Aclaremos que se habla de arte en 8-bits porque con esa tecnología comenzó el esplendor de un estilo, pero también se usa la expresión para referirse a obras en 16 bits –vamos, las de la época del Sega y la Super Nintendo- que en muchos casos siguieron utilizando un lenguaje en común.

Comencemos con la música. Las melodías en ocho bits están bastante de moda en el under. También abundan las versiones de grandes temas del pop y del rock ejecutadas con chips de sonido de consolas clásicas. Ahora, ¿por qué hay más covers de los Smiths en 8-bits que en tecnologías más actuales?  Ya lo adelantamos, tal vez la respuesta radique en que los compositores, ante lo limitado del medio con que contaban, necesitaron crear un lenguaje propio, inédito. Las consolas posteriores pudieron darse el lujo de hacer sonar una guitarra de manera bastante creíble, permitieron introducir en forma directa estilos que nacieron fuera de  los video juegos, rock, pop, metal. De haber empezado con ellas, no hubiera hecho falta la creación de un lenguaje propio, tal vez. Con el chip de sonido del Family, no había chance de que Rob Zombie formara parte de una banda de sonido.
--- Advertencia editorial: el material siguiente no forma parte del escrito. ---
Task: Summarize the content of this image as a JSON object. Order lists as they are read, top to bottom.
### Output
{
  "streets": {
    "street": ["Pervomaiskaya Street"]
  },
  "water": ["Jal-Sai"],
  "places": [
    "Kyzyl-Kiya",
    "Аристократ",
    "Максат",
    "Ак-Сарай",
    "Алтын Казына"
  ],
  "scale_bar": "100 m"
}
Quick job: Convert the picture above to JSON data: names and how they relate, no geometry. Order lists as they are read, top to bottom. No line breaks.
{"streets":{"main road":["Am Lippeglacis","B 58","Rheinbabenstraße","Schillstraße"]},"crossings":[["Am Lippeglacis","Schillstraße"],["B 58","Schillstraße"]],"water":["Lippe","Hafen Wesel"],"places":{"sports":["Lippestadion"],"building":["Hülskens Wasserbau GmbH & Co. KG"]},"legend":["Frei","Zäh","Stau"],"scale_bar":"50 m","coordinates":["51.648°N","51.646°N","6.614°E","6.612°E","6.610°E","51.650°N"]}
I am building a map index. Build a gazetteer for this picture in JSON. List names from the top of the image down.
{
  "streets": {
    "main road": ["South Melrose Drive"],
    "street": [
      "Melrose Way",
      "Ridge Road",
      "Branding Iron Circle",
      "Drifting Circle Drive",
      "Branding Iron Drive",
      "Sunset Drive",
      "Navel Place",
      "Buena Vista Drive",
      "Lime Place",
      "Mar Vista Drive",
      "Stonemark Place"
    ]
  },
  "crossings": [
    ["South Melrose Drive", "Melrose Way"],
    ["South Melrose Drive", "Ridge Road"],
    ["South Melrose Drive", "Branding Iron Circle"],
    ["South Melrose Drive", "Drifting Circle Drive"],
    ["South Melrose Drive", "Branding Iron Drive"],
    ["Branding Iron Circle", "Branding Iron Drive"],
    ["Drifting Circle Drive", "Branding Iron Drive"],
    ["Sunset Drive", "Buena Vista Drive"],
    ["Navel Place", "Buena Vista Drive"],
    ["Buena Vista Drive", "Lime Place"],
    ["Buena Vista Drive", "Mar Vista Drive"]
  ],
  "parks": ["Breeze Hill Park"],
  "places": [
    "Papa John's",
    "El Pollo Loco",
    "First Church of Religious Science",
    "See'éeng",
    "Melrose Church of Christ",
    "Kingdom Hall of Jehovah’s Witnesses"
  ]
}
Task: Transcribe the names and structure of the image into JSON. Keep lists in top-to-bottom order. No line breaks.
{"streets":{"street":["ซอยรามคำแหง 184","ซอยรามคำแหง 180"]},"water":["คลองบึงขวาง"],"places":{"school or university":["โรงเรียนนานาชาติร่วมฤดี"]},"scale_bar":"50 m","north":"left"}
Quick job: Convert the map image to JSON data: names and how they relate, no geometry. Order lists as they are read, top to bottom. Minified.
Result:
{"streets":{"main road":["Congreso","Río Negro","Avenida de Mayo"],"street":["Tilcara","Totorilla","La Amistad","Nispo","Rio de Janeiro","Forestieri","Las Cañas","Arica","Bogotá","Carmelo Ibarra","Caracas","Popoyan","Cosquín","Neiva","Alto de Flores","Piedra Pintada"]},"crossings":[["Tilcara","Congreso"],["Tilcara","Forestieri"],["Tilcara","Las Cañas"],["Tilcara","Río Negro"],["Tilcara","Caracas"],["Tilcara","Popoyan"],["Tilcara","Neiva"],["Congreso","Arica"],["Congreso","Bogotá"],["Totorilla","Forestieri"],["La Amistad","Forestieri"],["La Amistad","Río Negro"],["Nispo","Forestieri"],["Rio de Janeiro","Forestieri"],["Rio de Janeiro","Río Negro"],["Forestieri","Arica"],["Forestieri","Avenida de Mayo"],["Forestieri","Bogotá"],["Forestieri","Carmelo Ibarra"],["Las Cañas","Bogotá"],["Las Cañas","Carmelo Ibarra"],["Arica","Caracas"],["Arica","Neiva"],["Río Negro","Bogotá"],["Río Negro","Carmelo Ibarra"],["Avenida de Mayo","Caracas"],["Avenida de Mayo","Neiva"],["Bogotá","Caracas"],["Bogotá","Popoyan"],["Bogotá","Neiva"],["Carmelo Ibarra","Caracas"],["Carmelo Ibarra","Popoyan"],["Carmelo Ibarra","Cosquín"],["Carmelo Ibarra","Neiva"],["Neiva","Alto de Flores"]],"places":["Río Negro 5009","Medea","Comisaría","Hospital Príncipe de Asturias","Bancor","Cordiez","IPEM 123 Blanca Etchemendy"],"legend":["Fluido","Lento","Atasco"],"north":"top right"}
A no ser que se adaptara el género a lo que permitía la consola, se lo tradujera a un idioma novedoso para ese estilo.

La música de Mario Bros (haga click con confianza para oírla una vez más) es hecha cover en cuanto instrumento exista justamente por eso: no es solamente una composición excelente desde el punto de vista formal, sino que permite oír una guitarra o un extrañísimo instrumento chino hablar una lengua nacida en los video juegos. La épica y melodiosa canción de los Goonies para NES, los 30 segundos de suspenso antes de la majestuosa apertura del Metroid, la adrenalina de la banda sonora del Ninja Gaiden no son expresiones en calidad limitada de estilos previamente constituidos, son la gestación de una nueva forma de hacer música. La habilidad de esos compositores no radicó solamente en saber crear con medios limitados, sino también en reconocer lo que esa tecnología –que a muchos de ellos, músicos de conservatorio, tal vez pudo sonar algo tosca en una primera instancia- permitía como novedad y a su vez necesitaba para mostrar brillo. No es de extrañarse, entonces, reconocer una melodía digna de un juego de aventuras en una banda de rock. La generación que creció con la tele conectada a la consola –delante de una ventana por dónde podía apreciarse tranquilamente al mundo venirse abajo- aprendió bien ese idioma, le tiene cariño y quiere usarlo, mantenerlo vivo. Y si no, escuchen a los amigos de Anamanaguchi sacarle chispa.

Algo similar sucede con las imágenes en 8-bits. Pero de eso vamos a hablar en la próxima ocasión, luego de pasar –sin trucos, eso es de pecho frío- el Megaman 4.